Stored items
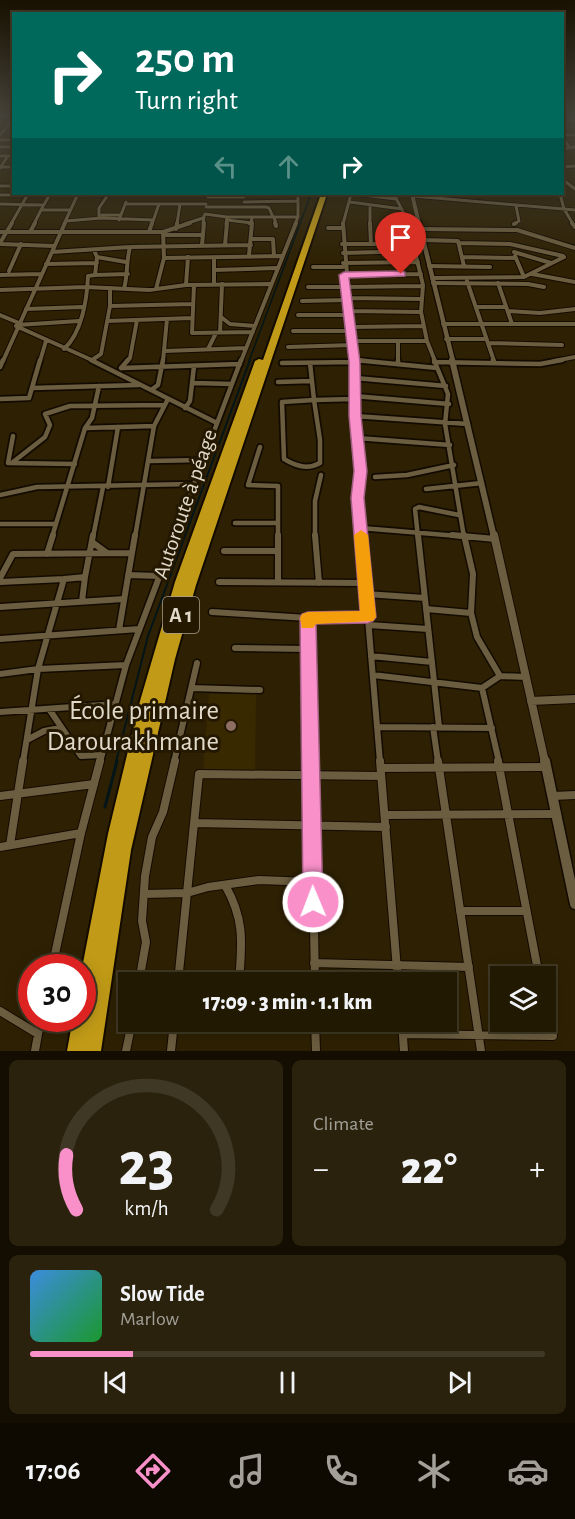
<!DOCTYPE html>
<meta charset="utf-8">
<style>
:root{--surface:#221902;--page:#2a220c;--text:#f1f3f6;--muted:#a2a099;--line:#3f3824;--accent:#f990ca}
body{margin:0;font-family:"Alegreya Sans",sans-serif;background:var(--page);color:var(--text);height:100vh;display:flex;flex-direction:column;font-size:22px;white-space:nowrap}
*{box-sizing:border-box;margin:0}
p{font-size:20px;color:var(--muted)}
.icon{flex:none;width:33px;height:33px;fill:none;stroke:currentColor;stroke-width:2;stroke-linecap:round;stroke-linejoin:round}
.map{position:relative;height:1051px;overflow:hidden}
.drawer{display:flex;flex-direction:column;gap:9px;padding:9px;background:#130e01;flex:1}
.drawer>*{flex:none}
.top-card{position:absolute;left:12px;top:12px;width:552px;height:183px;border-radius:0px;box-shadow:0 3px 15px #0003,0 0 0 2px var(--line);background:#00695c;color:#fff;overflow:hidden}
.buttons{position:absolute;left:490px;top:966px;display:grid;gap:12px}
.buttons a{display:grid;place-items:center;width:66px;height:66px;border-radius:0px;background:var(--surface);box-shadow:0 3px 15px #0003,0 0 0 2px var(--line);font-size:30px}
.speed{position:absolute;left:18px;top:954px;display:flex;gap:12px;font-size:30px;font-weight:700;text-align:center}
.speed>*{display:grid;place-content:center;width:78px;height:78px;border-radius:50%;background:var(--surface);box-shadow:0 3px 15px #0003,0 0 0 2px var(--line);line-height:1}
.speed .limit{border:9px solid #d22;background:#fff;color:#111}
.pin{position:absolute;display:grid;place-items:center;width:51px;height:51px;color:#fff;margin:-62px -26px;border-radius:50% 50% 50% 0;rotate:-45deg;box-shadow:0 0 6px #0007}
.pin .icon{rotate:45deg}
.me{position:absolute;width:66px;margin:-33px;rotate:359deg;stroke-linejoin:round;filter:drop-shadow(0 0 4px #0008)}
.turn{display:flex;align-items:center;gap:21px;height:126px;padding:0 24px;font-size:27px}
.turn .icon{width:78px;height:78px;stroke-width:2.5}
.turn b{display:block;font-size:42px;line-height:51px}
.lanes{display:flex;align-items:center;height:57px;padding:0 24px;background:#0003;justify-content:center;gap:30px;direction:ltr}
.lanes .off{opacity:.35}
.big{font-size:45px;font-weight:800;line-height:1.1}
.drawer .tile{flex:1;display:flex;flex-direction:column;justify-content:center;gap:9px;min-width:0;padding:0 21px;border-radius:9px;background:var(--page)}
.drawer .dial{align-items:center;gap:0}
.dial svg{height:156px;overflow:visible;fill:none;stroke:var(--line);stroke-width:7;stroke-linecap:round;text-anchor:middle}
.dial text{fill:var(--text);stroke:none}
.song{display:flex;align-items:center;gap:18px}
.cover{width:72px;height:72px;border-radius:9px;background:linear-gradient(135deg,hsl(210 70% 55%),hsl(130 70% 35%))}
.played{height:6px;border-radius:3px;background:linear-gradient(90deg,var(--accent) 20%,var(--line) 20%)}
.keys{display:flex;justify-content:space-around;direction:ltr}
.heat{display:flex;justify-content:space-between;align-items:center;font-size:33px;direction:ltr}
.drawer .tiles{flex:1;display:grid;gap:9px;grid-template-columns:1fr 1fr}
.tile:last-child{grid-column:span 2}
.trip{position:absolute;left:118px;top:972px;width:339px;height:60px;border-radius:0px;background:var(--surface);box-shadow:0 3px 15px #0003,0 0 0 2px var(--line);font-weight:800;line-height:60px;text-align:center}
.tab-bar{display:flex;height:96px;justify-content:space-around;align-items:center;background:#0e0a01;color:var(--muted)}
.tab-bar .icon{width:42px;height:42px}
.tab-bar .on{color:var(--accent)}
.tab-bar b{font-size:27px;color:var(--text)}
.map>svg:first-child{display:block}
</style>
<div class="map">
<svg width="575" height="1051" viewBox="0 0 575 1051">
<rect width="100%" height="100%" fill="#2e2103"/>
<path fill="#392901" d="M209 694H256L255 772 203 771Z"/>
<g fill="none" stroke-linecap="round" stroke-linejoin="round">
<path stroke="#031518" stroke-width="1.5" d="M249 361 311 194"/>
<path stroke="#031518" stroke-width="2" d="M116 762 148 636 250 360"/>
<path stroke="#031518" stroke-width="3" d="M105 807 117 761"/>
<defs>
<path id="minor-far4" d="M562 120H575
M0 135 14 118
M562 135H575
M562 136 569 147
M0 140H14
M0 147H14
M562 149 575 147
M0 156H14
M0 167H14
M562 167 575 166
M0 168 8 156
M562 179 575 189
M0 186H14
M50 194 41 210H70
M354 194 396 199
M394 194 409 224
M560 194 564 209 573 224
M0 195H49
M83 195H208
M413 196 575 210
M208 197H244
M244 202 297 201
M350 202 402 209
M0 204 44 205
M125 204H206
M370 205V224
M206 207H266L269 208 273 217
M205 214 227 217H298
M102 215H121
M274 217 276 224
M99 218V208L108 195
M119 220 126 202
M227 220 252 223
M66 221 101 218 153 220
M11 224 28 194
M34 224 41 210
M64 224 78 194
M152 224 159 204
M177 224 180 204
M185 224 203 218
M203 224 204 216
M226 224 227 217
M251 224 252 217
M295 224 298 217V194
M343 224 351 194
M514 224 519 221 516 206"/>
<path id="minor-far3" d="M249 223H252
M275 223 276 226
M343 223 354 361
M370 223 371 244
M408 223 423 285 421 312 427 341 435 361
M572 223 575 227
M514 224 516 223
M328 228H342
M176 229 177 223
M420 229 517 230 575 248
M0 232H163L190 223
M30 232 35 223
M149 232 152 223
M163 235H201
M252 239H273L274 256
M423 240 458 241 464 266
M0 243 12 223
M459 243 510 244 563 256
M0 244 54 246
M342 244H414
M202 245 204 223
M225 245 227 223
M94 250 97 257 95 275 128 274
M52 252 130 247 251 245
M514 252 551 263
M343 253 415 251
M249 255 252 223
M515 256 524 277
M97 257 126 262
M214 257V284
M462 257 516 258
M164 258 281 256
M343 263 418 262
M46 264 97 263
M429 266 490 267
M313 267H343
M214 270 276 268
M9 271 21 244
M532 274 575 282
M0 275 41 274
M344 275 421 274
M432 278 524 277 564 257
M467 281 494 361
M433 283 528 284 544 287
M498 283 512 324
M186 285 188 257
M194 285 192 333 253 332
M308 287H345
M345 287 423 286
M124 289C128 274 126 262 130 247
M156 289 164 258 163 232
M0 290 86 287 149 290 186 285 270 284
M347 298 422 299
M302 301 347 300
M110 306 193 304
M476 307H506
M26 309 82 307
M348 311 421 312
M508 311 540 313 575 309
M0 315 19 323 16 326 94 361
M298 315H349
M221 317 230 324 255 326
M107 321 192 318
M443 324H575
M17 325 79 321
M351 327 424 326
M293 331H351
M220 333 222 284
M446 339H486
M352 341H427
M398 341V361
M488 343 562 345
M288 347 353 345
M64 349C82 333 87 299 88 276L95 275
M208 349 216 333
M165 351 246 348
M92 360 101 354 110 306V288
M355 360 367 361
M3 361 65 223
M40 361 46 341
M127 361 130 358 137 320
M163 361 167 319
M241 361 296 223
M554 361 575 357"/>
<path id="minor-far2" d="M91 360 217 423
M353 360 355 378 446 386
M355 360 437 368
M398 360V364
M434 360 448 394 445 424 464 537
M493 360 494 362
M434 362 541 364
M282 363 355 362
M310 363 314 400
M540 364 562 360
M0 367 3 360
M121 368 128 360
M122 368 240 364
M355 378 361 537
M278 382 311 381
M194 383 232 384
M32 388 139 385
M151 390 158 385 163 360
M354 396 449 404
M0 399 29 398 40 360
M314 400 320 440V463C307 470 296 466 284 459L282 402Z
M314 400 354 399
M185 408 190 401 194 366
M355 416 468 424
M85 428 154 426
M13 436 8 463 75 464
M357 438 450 445
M260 447 248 485 278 486V537
M149 461 203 460
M13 462 45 437 50 425 45 414 70 406 164 405
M375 477 407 475 454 465
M108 487 118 427
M426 489 482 483
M0 495 37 487 193 484
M235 523H278
M0 524H55
M361 528 470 537
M52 537 85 428 92 418 99 386
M93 537 103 487
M135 537 154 426 168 399
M174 537 241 360
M315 537V501L321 475
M418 537 415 509 419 507 459 515"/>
<path id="minor-far1" d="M278 535V582
M315 535 319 583
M361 535 380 762
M418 535 439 727
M452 535 495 539
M464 535 473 574 471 613 477 637 500 676
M92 542 107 553
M224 551H278
M47 554 53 535
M128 575 159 576
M85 577 93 535
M0 578 13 554 132 553
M0 582 64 579
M219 582 365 583
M366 594 425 598
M0 607 124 599
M426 609 471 613
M212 612 308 618 368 617
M308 618 311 762
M369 625 428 629
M119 630 135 535
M0 639 139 629
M235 648 308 649
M371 656 432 662
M0 674 38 669 126 665
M373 675 482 688 500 676 526 677
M192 688 260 690
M482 688 499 762
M49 709 81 756 102 755
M0 712 116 704
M377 727 492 728
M433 727 438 762
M27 740 44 731 60 728
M23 762 38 669 64 579 85 577 82 601
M100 762 126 665 175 535
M174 762 197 663"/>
<path id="minor" d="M311 761 315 982
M380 761 398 982
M438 761 481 1051
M498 761 539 976
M381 768 546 767
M0 796 94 784
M553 796 575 795
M385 815 557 814
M194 823 386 827
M10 845 23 761
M0 847 81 833
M225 885C245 920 242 943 239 982
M144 894 187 893 208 887 259 880 313 882
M460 911H525
M314 963 469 967
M52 968 81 833 100 761
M139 982 146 942 142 921 145 876 152 837 163 812 175 761
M178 982 199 774 381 776
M0 1011 38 1034
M315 1022 316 1051
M402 1022 404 1051
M403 1034 553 1036 546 1006
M35 1051 41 1018
M126 1051 132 1022
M171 1051 174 1022"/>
<path id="tertiary-far4" d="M412 194 419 224"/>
<path id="tertiary-far3" d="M419 223 453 361"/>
<path id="tertiary-far2" d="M452 360 494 537"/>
<path id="tertiary-far1" d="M494 535 545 762
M531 701 575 699"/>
<path id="tertiary" d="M545 761 575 904"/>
<path id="motorway" d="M321 194H327L196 585 175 659 131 850 101 1051H67L73 1018H82V968L108 834 140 701 175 582 255 361 259 359 263 360Z"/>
</defs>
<use href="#minor-far4" stroke="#140b00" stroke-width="4.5"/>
<use href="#minor-far3" stroke="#140b00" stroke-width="6"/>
<use href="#minor-far2" stroke="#140b00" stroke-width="8"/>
<use href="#minor-far1" stroke="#140b00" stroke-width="9"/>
<use href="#minor" stroke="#140b00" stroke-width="10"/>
<use href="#tertiary-far4" stroke="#140b00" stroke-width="5"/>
<use href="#tertiary-far3" stroke="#140b00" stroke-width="7"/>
<use href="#tertiary-far2" stroke="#140b00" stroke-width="9"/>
<use href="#tertiary-far1" stroke="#140b00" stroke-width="10"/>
<use href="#tertiary" stroke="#140b00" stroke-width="13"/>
<use href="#motorway" stroke="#140b00" stroke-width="4"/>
<use href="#minor-far4" stroke="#6b5d3f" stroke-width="3"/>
<use href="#minor-far3" stroke="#6b5d3f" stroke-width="4"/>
<use href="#minor-far2" stroke="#6b5d3f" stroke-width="4.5"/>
<use href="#minor-far1" stroke="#6b5d3f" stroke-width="6"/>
<use href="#minor" stroke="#6b5d3f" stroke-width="8"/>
<use href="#tertiary-far4" stroke="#6b5d3f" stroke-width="4"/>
<use href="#tertiary-far3" stroke="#6b5d3f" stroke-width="4.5"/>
<use href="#tertiary-far2" stroke="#6b5d3f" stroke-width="6"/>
<use href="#tertiary-far1" stroke="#6b5d3f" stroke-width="8"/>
<use href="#tertiary" stroke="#6b5d3f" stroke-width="10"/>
<use href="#motorway" fill="#c19b17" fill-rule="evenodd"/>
</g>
<linearGradient id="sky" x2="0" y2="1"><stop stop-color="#191202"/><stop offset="0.44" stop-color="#464339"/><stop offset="1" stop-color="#464339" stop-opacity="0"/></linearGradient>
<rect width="575" height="264" fill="url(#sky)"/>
<path fill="#f990ca" stroke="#a25e83" stroke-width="1.5" d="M401 271 405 272V276L349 278 360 362 361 416 367 471 364 498 376 617 373 621 368 623 316 624 323 902 320 909 313 912 306 909 303 902 300 618 302 614 308 612 360 611 351 498 354 471 349 416V362L339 275 344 272Z"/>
<path fill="#f59e0b" d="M361 530 368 535 376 617 373 621 316 624 313 628H302L300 618 302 614 308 612 360 611 354 535Z"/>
<circle fill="#8d6e63" stroke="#241800" stroke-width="2" cx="231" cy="726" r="6"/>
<g text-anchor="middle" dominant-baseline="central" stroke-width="6" stroke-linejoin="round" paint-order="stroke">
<rect fill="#241800" stroke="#a89f8d" stroke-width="1.5" x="163" y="597" width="36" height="36" rx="4.5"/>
<g font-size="21" font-weight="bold" fill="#e1d9c9">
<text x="181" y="615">A 1</text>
</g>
<g font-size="22" fill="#e1d9c9" stroke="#241800">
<text transform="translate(185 504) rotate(-71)">Autoroute à péage</text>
</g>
<g font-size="27" fill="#e1d9c9" stroke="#241800" text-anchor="end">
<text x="219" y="710">École primaire<tspan x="219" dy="31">Darourakhmane</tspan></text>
</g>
</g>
</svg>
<div class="buttons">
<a><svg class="icon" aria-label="layers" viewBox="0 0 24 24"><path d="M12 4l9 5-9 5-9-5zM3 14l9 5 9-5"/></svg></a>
</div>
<div class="speed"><div class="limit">30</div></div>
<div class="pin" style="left:401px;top:274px;background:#d93025"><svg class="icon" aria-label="arrive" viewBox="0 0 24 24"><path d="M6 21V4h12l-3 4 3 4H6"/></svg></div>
<svg class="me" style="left:313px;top:902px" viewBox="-20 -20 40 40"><circle r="17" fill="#f990ca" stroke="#fff" stroke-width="3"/><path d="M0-11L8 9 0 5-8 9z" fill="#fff"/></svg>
<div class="trip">17:09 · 3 min · 1.1 km</div>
<div class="top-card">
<div class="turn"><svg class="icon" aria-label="right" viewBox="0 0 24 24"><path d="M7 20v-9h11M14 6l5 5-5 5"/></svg><div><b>250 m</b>Turn right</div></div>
<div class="lanes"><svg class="icon off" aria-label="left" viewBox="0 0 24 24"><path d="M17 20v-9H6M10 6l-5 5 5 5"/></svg><svg class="icon off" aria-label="ahead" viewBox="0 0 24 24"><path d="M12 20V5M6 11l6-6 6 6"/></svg><svg class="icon" aria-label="right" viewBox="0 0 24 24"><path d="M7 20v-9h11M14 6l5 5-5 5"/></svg></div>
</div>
</div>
<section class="drawer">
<div class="tiles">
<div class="tile dial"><svg viewBox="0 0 100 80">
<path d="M14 69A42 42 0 1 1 86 69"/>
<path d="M14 69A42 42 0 0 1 9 41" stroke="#f990ca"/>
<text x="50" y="56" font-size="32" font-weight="700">23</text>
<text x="50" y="72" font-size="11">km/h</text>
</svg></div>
<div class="tile"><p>Climate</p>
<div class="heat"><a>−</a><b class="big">22°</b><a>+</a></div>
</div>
<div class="tile">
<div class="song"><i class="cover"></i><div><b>Slow Tide</b><p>Marlow</p></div></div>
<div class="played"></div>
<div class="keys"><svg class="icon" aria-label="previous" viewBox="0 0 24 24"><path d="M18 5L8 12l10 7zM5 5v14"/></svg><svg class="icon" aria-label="pause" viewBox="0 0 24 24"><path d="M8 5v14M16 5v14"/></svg><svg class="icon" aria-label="next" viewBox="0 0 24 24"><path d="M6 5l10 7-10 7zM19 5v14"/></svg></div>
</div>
</div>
</section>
<nav class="tab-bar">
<b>17:06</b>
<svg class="icon on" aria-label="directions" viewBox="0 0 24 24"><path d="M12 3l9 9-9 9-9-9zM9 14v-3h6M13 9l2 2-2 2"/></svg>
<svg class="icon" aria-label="music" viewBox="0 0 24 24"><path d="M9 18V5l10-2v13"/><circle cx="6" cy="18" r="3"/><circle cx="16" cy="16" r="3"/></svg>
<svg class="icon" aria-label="phone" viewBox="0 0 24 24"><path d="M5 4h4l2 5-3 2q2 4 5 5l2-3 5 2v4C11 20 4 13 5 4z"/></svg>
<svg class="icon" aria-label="climate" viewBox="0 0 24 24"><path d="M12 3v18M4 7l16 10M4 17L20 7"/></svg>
<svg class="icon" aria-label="car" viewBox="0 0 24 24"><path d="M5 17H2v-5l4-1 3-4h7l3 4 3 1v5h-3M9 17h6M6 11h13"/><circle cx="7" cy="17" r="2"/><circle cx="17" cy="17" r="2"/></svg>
</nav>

#### What you should do
Where does the word "linecap" occur in the data? Copy every line that has it.

#### Solution
.icon{flex:none;width:33px;height:33px;fill:none;stroke:currentColor;stroke-width:2;stroke-linecap:round;stroke-linejoin:round}
.dial svg{height:156px;overflow:visible;fill:none;stroke:var(--line);stroke-width:7;stroke-linecap:round;text-anchor:middle}
<g fill="none" stroke-linecap="round" stroke-linejoin="round">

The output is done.